It features “Game Fishing in American Samoa” on the cover, with a 6-page article by Sam Mossman, who participated in the 12th Steinlager I’a Lapo’a Fishing Tournament last year, and recounts his experiences, and also gives a background of the ‘best kept secret’ destination  in the Pacific.

The American Samoa Steinlager I’a Lapo’a Fishing Tournament is developing into a major game fishing event on the international scene and this year — its 13th year — Samoa News was told by the tournament’s director, Peter Crispin there could be as many as 18 visiting boats for this year’s tournament, which is slated for May 7 - 12. The article notes that “The 13th tournament is a ‘qualifier’ for the IGFA Offshore World Championship and will have cash prizes in the realm of US$20,000, along with a daily jackpot of around US$12,000.”


By Sam Mossman


The phrase ‘best kept secret’ is well overused in the tourist industry, but if there is a Pacific Island destination that it applies to the most, it is probably American Samoa.

In New Zealand we know American Samoa exists, but for most of us that is about all, and considering our close ties to Samoa (formally Western Samoa) and the fact that the two islands are only about 40 nautical miles apart, it is really surprising that we never seem to hear anything about the place.

I like to think that I know a bit about the fishing around most of our Pacific neighbours after a quar-ter of a century of knocking about the various islands, but beyond the fact that there were a couple of tuna canneries in Pago Pago and a fleet of purse-seiners based there, a few months ago I could have told you little more. I guess this is because, as an American territory, most of the news from there goes north to Hawaii and the US, while any from nearby Samoa, an ex-New Zealand protectorate, comes south. Consequently, what I found there during a visit in November at the invitation of the newly-invigorated American Samoa Visitors Bureau was a bit of a revelation.
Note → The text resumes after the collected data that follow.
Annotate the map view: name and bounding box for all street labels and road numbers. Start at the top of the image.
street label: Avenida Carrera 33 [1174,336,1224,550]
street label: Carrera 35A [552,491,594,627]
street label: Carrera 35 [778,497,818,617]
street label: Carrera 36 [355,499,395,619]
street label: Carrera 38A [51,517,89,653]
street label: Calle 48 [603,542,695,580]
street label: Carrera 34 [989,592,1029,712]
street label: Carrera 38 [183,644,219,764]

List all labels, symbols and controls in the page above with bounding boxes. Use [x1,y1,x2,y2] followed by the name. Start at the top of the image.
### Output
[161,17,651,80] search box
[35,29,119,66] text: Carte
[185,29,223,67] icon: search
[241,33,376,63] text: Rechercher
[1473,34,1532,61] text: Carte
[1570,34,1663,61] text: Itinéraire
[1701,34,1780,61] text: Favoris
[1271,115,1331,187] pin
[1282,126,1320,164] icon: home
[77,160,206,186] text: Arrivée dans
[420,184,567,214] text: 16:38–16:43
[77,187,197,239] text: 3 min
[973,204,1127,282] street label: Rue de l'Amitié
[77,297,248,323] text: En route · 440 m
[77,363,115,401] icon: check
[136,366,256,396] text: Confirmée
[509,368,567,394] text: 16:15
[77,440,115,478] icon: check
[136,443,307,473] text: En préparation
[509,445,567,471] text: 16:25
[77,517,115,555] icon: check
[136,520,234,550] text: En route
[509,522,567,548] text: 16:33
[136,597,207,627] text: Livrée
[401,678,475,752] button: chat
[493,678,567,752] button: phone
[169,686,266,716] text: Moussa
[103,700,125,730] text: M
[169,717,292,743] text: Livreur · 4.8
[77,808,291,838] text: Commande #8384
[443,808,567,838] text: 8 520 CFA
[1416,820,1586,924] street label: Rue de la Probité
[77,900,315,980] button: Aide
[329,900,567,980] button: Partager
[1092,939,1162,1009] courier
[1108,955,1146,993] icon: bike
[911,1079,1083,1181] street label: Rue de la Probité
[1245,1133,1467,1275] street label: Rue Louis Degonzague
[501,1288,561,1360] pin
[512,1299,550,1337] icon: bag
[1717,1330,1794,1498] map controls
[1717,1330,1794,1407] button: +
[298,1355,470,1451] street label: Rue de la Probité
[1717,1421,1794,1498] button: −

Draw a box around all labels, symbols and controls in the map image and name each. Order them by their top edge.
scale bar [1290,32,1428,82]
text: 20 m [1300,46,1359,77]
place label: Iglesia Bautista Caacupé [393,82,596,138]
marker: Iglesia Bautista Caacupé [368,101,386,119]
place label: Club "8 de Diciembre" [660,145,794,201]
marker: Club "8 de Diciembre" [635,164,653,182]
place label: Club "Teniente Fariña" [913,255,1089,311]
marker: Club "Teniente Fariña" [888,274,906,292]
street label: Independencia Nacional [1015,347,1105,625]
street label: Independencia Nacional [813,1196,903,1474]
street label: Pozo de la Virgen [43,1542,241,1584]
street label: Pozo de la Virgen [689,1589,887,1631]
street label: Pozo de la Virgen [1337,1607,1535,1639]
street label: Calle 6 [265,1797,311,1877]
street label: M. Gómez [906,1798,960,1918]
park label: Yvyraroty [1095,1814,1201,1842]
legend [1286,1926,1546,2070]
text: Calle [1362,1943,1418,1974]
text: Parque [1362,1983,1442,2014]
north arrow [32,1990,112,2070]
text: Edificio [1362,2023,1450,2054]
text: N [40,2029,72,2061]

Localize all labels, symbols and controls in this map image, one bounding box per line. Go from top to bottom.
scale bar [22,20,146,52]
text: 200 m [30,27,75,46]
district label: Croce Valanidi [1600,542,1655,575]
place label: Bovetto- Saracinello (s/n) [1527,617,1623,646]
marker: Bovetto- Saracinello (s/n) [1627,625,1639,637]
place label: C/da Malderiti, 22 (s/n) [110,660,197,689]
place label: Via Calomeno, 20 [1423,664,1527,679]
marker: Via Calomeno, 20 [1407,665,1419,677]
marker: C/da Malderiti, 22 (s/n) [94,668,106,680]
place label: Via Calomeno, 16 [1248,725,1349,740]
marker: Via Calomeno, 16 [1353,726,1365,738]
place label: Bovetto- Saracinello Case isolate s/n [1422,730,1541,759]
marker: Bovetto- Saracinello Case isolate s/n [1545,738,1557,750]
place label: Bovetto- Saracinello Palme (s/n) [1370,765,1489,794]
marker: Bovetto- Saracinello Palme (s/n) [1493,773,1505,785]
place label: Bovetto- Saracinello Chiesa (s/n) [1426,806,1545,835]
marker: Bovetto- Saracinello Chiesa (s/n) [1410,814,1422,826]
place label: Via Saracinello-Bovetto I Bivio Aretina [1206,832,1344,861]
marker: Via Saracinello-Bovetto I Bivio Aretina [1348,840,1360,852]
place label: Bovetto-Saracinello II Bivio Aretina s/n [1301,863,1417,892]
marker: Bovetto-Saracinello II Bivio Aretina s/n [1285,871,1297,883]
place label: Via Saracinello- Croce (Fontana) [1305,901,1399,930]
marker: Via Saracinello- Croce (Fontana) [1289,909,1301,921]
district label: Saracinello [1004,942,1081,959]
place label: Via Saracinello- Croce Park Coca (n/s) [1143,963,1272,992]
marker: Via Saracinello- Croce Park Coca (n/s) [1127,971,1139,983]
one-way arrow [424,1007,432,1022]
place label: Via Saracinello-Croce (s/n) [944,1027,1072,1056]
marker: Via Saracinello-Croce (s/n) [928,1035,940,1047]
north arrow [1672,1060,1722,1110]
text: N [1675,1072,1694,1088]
The islands of American Samoa

(There are five main ones: Tutuila, Ta’u, Ofu, Olosega, Aunu’u and Nu’utele) have a total land area of 197 square kilometres. Tutuila (of which the town of Pago Pago – pronounced pango pango – is the main centre) contains about two-thirds of the total area and is home to 95% of the 65,000 islanders. It is believed that the original Polynesian explorers arrived there around 3000 years ago, and first contact with Europeans was with the Dutch in 1722.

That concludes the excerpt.